After review of the law enforcement records, a timeline of the criminal activity was established. Vestige was able to use the data from the cellphones, law enforcement records and CDRs to prove the crime occurred during a five-minute window. Vestige was also able to show that the clients left the area of the crime, an hour before it occurred. Using the records provided by law enforcement, Vestige was able to show another suspect in the area of the crime, during those five minutes. While Vestige was not called to testify on the matter, the expert report was presented to the prosecution. Both clients were released from jail and charges were dropped. Law enforcement used the expert report to investigate the other suspect.

 

Mobile Device Forensics | Distracted Driving

Vestige was contacted by an insurance company investigator, to assist with a motor vehicle accident. The Call Detail Records (CDR) and one of the cellphones was collected during the investigation. The cellphone of the driver who crashed into the other car was not collected. The driver no longer had the same cellphone. The 911 records of the incident were also collected, to determine the approximate time of the accident.

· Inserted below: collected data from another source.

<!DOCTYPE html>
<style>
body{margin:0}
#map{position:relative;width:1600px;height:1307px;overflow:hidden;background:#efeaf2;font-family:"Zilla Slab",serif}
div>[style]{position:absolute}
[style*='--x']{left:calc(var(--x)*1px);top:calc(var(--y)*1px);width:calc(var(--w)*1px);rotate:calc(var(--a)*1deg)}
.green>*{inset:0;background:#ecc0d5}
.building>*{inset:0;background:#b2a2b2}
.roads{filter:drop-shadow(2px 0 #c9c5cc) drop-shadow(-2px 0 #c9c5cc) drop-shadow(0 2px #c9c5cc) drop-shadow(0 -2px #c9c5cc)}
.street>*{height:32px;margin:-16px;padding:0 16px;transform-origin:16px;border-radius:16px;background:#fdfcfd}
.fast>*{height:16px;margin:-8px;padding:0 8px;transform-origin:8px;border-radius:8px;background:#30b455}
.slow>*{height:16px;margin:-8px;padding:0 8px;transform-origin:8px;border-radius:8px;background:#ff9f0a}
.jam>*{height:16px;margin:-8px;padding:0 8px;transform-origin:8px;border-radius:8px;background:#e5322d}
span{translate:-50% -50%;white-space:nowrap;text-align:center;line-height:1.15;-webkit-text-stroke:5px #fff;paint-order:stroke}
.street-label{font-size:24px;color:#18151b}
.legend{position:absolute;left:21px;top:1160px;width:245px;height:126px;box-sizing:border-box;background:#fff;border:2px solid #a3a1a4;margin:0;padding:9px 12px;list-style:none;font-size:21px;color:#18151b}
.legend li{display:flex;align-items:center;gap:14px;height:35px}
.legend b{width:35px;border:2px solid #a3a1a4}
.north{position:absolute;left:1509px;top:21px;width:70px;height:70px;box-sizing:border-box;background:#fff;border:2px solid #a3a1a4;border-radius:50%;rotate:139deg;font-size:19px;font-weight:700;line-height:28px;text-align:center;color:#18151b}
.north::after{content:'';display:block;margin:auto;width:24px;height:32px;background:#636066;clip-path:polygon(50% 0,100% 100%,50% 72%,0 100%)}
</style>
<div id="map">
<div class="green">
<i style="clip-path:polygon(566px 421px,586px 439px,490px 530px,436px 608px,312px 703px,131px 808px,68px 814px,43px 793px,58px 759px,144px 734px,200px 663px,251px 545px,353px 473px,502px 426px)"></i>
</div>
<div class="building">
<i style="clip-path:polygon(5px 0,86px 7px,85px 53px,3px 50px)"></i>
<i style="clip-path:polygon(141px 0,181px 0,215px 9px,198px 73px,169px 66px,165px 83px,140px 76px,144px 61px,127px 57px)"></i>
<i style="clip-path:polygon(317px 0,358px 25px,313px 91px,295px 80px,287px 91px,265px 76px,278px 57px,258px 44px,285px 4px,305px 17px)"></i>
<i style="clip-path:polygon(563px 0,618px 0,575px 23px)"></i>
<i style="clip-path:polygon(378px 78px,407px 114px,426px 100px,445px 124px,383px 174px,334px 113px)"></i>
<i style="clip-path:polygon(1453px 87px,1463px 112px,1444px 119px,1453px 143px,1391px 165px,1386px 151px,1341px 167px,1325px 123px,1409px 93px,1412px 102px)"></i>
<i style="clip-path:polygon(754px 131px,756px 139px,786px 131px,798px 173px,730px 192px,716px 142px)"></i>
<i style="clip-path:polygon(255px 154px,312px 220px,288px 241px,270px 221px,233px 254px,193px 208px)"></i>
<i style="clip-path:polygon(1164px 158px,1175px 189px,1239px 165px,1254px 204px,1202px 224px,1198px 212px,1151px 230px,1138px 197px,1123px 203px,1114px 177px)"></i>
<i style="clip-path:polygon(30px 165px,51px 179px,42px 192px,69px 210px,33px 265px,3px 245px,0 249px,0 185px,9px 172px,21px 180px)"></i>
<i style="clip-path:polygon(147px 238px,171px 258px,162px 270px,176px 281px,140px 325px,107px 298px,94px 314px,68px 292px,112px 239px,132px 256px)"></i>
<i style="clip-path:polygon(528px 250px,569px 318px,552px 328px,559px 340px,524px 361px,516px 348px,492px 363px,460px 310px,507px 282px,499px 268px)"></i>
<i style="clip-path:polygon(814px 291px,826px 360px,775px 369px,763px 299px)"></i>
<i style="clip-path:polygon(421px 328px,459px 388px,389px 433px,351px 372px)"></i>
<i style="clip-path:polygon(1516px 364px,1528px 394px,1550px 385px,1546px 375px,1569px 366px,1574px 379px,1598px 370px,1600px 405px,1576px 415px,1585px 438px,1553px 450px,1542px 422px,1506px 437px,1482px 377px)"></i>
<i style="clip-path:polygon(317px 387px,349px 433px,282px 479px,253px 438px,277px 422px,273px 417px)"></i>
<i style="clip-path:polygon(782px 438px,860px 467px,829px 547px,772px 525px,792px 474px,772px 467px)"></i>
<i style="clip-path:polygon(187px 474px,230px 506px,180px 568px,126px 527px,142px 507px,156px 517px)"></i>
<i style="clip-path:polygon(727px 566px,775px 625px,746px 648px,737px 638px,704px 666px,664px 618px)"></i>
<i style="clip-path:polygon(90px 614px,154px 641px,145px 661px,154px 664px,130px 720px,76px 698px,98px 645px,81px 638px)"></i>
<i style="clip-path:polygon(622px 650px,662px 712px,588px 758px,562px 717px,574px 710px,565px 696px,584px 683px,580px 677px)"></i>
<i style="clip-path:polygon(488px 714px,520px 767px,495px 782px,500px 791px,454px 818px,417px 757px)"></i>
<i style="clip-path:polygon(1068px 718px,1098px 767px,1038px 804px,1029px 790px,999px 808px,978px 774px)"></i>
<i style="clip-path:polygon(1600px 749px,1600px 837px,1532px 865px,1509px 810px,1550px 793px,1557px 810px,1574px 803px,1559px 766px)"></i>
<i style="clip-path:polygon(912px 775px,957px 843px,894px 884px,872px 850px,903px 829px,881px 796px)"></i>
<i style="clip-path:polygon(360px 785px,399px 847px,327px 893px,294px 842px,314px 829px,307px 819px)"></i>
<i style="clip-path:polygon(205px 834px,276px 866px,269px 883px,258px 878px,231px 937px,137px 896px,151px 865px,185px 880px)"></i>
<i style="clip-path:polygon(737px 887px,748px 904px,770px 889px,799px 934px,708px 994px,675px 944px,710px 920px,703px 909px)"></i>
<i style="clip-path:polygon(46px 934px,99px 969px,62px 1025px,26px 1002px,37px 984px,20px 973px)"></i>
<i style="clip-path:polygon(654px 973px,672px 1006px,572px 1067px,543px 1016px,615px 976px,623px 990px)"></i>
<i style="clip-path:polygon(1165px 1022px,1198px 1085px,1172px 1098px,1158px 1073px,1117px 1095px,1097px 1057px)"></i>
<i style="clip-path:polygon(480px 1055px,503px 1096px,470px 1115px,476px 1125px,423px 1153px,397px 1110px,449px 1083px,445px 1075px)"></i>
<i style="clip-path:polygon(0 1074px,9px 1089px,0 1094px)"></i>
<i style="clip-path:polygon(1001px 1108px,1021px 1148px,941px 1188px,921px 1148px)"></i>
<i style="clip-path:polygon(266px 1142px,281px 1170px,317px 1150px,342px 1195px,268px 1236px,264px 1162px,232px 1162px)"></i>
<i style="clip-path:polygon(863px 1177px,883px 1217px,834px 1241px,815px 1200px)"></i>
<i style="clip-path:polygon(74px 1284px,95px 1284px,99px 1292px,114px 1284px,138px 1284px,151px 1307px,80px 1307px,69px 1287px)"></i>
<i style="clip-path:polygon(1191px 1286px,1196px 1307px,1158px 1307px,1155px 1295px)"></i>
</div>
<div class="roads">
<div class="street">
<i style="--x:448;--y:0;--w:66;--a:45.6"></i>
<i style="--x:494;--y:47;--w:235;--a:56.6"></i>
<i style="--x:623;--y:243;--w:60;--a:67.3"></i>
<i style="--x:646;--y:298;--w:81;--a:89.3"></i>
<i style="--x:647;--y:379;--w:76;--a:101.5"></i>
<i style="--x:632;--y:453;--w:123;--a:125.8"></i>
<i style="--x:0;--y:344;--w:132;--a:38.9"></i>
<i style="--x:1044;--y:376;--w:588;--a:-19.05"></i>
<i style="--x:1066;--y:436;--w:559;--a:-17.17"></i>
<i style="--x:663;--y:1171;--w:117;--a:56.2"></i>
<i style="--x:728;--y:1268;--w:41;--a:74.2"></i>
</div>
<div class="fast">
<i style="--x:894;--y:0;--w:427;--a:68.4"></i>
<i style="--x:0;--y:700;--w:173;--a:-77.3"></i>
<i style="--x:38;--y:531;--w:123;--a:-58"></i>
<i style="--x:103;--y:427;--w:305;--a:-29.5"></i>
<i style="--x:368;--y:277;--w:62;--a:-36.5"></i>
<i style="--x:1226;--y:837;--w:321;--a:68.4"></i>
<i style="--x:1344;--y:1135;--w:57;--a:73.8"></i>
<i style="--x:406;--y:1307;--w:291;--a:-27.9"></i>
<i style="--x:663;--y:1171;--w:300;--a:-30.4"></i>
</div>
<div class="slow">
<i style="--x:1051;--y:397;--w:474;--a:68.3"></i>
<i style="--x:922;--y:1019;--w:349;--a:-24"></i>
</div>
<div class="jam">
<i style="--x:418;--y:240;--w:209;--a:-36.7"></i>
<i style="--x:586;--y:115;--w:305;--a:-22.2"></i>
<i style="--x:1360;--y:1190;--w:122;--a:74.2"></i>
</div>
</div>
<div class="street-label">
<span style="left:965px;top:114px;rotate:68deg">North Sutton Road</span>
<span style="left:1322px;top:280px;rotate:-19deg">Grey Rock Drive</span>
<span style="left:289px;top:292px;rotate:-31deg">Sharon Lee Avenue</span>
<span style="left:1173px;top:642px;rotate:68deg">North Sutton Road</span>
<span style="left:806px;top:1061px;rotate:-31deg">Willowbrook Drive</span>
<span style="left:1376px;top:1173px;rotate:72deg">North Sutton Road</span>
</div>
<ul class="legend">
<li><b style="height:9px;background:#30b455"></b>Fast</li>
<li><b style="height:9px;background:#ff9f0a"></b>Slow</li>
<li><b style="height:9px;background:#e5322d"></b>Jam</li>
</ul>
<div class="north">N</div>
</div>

While reviewing the CDRs, Vestige was able to see the calls, text message communication and internet data. An examination of driver’s CDR revealed a large amount of data being downloaded onto the cellphone, just prior to the 911 call. The downloading of the data stopped when the 911 call was initiated. The amount of data was consistent with apps that stream movies or watching a video through social media. An expert report was provided to the insurance company to assist with the investigation.

 

Criminal Case | Tire Theft

Vestige was contacted by a Federal Defense attorney in reference to Interstate Transportation of Stolen Goods. The clients were arrested in a tire theft conspiracy. Tires were stolen in Texas and transported into Mexico and Louisiana. The Call Detail Records (CDR) from the cellphone carriers were collected from all of the parties involved. The discovery and law enforcement records were also collected and examined.

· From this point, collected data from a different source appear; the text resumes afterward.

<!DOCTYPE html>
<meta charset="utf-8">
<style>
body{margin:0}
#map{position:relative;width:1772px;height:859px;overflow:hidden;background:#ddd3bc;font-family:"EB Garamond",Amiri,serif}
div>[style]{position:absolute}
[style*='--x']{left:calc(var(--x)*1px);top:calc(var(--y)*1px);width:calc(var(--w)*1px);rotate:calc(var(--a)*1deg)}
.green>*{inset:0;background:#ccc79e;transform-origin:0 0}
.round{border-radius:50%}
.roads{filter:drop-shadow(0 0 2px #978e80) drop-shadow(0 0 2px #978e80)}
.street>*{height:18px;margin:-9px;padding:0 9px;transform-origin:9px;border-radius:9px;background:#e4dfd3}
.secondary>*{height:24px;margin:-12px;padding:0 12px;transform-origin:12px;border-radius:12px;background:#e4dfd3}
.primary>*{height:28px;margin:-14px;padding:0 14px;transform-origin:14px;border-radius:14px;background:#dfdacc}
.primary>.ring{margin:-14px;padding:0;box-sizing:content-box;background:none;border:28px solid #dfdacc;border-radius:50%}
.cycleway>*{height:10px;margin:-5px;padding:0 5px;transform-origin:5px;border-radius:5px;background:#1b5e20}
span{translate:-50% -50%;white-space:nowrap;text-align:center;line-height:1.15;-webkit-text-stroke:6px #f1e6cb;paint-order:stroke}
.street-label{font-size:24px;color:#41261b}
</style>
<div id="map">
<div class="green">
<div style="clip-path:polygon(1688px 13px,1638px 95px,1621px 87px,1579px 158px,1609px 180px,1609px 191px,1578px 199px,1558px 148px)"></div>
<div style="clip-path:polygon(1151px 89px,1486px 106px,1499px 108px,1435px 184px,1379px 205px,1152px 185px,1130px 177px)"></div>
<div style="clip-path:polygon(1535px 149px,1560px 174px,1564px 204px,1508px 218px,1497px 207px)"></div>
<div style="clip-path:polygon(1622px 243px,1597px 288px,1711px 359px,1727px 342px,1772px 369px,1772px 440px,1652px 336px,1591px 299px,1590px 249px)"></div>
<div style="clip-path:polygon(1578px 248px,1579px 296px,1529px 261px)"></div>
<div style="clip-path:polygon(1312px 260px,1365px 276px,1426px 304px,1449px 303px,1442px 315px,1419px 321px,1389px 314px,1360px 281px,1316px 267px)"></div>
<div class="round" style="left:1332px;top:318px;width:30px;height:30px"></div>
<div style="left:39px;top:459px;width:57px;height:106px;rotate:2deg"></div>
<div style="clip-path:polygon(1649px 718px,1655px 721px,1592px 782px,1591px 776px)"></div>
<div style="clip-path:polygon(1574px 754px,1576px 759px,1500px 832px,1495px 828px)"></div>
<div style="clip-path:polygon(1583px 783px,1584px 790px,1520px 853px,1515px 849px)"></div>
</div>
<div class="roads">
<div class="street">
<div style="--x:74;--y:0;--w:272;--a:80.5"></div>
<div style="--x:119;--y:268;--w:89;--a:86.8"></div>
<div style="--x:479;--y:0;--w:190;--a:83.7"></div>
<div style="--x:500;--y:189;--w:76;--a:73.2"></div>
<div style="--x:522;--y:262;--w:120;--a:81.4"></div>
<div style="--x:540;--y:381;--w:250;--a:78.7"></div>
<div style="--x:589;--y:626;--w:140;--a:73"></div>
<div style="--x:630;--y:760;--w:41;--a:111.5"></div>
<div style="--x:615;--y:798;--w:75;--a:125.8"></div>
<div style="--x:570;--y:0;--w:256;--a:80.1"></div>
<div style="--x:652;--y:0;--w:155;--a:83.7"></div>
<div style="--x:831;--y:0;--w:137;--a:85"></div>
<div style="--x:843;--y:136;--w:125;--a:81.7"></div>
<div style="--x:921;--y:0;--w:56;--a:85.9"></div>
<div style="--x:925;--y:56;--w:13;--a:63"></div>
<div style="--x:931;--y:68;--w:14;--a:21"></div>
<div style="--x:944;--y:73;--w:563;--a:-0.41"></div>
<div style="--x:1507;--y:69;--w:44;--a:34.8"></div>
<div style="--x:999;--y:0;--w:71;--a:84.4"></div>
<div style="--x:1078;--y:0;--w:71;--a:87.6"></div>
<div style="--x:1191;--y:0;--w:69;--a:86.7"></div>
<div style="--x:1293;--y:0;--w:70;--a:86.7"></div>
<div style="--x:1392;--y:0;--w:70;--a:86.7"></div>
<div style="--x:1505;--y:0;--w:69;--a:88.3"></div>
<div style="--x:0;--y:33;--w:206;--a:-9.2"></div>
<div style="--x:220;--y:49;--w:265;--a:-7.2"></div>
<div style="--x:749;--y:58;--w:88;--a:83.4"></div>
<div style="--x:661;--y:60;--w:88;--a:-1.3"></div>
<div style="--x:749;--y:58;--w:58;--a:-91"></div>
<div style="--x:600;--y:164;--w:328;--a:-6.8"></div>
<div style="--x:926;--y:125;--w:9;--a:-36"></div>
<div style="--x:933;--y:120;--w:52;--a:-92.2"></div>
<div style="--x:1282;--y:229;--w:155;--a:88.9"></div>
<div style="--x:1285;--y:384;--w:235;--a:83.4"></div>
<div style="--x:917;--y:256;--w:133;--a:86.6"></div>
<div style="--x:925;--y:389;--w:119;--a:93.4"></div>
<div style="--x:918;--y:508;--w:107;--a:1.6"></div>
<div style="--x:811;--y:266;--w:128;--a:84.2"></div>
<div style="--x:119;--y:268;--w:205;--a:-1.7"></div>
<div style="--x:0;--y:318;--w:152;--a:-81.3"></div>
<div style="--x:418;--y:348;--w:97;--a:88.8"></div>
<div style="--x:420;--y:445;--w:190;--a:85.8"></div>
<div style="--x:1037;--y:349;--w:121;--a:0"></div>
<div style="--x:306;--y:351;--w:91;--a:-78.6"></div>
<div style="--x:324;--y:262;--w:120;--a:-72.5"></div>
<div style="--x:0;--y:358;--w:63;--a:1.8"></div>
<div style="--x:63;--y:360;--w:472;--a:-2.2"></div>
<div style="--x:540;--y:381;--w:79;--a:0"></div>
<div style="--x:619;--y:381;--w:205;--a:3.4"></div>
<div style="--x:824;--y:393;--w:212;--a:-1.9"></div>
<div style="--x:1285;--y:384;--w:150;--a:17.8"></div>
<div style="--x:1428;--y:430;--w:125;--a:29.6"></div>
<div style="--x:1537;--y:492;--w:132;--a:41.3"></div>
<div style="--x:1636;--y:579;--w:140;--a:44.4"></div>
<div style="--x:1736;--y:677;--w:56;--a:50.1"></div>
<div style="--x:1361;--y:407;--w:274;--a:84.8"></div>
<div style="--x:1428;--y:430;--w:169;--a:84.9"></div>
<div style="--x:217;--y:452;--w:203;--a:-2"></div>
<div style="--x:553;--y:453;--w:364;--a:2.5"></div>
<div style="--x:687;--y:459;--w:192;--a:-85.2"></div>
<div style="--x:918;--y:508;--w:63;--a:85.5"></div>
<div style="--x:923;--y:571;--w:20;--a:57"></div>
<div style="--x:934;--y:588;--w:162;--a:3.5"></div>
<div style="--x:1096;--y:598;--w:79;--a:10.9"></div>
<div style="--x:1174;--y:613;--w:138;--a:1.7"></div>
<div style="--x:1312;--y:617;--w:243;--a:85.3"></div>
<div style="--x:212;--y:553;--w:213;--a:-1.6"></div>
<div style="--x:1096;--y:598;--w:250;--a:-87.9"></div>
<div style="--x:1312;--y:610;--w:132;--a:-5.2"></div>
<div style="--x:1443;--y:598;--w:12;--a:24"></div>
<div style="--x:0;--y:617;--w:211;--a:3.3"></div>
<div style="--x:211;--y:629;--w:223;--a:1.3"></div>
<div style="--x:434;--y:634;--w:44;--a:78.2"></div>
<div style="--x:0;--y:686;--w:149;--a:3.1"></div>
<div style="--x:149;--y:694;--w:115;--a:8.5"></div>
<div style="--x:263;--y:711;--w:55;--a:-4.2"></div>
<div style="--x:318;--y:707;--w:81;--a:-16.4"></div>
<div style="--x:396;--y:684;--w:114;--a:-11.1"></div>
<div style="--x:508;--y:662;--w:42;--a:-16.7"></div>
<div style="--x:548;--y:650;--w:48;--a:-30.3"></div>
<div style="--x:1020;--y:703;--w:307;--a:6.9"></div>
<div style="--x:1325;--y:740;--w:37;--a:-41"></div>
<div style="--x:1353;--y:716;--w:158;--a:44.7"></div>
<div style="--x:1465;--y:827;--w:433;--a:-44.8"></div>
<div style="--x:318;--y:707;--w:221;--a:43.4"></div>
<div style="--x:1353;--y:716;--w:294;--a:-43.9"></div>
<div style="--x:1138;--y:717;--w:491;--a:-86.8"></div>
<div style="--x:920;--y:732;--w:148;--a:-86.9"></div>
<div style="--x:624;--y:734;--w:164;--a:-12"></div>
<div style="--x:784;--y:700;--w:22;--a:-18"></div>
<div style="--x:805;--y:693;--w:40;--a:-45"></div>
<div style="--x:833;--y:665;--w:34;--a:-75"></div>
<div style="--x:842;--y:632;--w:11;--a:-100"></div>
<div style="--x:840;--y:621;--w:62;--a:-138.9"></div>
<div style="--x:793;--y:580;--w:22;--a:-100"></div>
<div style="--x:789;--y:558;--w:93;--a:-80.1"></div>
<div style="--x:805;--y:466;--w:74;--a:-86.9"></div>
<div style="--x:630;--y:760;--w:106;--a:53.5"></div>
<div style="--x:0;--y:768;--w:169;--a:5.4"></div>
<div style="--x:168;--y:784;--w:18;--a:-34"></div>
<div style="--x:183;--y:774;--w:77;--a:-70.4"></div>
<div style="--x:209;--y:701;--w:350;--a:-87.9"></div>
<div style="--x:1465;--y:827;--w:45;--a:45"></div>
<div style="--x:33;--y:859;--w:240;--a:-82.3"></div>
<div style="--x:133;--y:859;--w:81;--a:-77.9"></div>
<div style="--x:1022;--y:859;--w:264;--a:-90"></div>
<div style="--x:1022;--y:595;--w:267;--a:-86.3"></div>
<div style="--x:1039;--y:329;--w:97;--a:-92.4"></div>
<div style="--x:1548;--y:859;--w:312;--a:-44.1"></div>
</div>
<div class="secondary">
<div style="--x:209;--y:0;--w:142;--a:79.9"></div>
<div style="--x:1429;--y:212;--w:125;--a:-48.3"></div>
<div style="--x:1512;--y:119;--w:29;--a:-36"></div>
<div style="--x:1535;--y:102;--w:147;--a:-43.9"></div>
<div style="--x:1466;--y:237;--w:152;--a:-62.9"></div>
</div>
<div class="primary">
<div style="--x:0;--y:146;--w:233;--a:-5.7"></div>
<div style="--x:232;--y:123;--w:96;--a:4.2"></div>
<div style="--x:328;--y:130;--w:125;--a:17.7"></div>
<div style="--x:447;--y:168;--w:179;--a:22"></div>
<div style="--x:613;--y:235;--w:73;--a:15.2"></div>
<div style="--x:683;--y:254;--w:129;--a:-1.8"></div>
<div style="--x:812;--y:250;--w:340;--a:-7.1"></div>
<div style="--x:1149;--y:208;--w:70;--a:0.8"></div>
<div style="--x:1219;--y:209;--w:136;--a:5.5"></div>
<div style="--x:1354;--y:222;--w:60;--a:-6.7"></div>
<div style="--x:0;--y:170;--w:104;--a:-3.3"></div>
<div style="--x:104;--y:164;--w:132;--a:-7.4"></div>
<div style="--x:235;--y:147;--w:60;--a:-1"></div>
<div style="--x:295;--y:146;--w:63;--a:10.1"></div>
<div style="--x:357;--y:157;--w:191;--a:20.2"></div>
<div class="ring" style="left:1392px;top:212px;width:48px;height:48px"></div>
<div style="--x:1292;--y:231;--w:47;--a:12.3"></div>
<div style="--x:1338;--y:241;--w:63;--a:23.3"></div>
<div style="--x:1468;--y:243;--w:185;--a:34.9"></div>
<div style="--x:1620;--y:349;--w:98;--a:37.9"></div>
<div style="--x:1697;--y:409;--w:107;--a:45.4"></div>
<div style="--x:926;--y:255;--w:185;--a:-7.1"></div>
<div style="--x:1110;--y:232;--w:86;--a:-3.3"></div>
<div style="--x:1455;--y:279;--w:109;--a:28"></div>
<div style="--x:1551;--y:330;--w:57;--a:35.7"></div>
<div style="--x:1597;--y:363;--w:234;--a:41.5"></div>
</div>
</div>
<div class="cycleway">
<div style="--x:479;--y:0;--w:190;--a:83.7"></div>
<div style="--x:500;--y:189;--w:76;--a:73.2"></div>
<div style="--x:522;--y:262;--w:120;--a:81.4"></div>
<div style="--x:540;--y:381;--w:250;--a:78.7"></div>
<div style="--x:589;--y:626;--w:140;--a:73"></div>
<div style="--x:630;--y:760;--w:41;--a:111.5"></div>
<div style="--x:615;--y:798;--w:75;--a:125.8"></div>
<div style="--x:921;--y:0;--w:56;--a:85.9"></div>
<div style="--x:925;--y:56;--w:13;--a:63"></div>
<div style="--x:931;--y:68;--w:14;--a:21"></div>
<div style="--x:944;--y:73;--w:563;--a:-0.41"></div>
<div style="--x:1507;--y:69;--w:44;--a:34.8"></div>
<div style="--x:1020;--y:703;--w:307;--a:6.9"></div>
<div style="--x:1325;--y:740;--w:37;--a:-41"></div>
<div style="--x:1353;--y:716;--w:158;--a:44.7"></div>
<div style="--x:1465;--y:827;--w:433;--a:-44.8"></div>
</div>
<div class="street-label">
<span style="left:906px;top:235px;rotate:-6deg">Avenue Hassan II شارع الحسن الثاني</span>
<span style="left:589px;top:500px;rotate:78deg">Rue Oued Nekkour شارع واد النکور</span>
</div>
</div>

The CDR’s did show our client at the scene of multiple crimes, but it did not show them crossing the state lines of Texas. The other parties involved, did show their cellphones crossing the state lines. Vestige was also able to show that there was limited communication between our clients and the other parties, via the cellphone. When you combined the CDR data, you could see all parties moving together in the same direction, between crime scenes. Vestige did testify in this case. The parties were found guilty due to admitting the crime over a jail phone and threatening a witness.

 

Criminal Case | Harassment

Vestige was contacted by a company’s board of directors about a sexual harassment claim. The new Director of Human Resources, had filed a claim against the CEO. Sexually inappropriate pictures within an email, were sent to the Director of Human Resources. Vestige collected the email accounts of the parties involved and examined the pictures sent.

The EXIF (Exchangeable Image File Format) data of the pictures was examined. This data contained information on when the picture was taken and what device was used to take the picture. The EXIF data advised that a Samsung cellphone model was used to take the picture (which was not the CEO’s current phone). Vestige asked the CEO if he still had the Samsung cellphone. The CEO advised that he had turned it in to the IT department and received a new phone, a month prior.

IT department issued the CEOs old phone to the Director of Human Resources. Unbeknownst to the CEO and IT, the old cellphone was still connected to the CEO’s email and Google Drive. With consent, Vestige reviewed the CEO’s Google account and obtained the location data of where the picture was sent from. It was determined that the inappropriate email was sent to the Director of Human Resources, from that individual’s house.

The Director of Human Resources had accessed the picture from the CEO’s Google drive and sent herself the email from the CEO’s linked email account. The Director of Human Resources admitted to the act and was fired. The CEO was also fired for having used a company phone to take an inappropriate picture.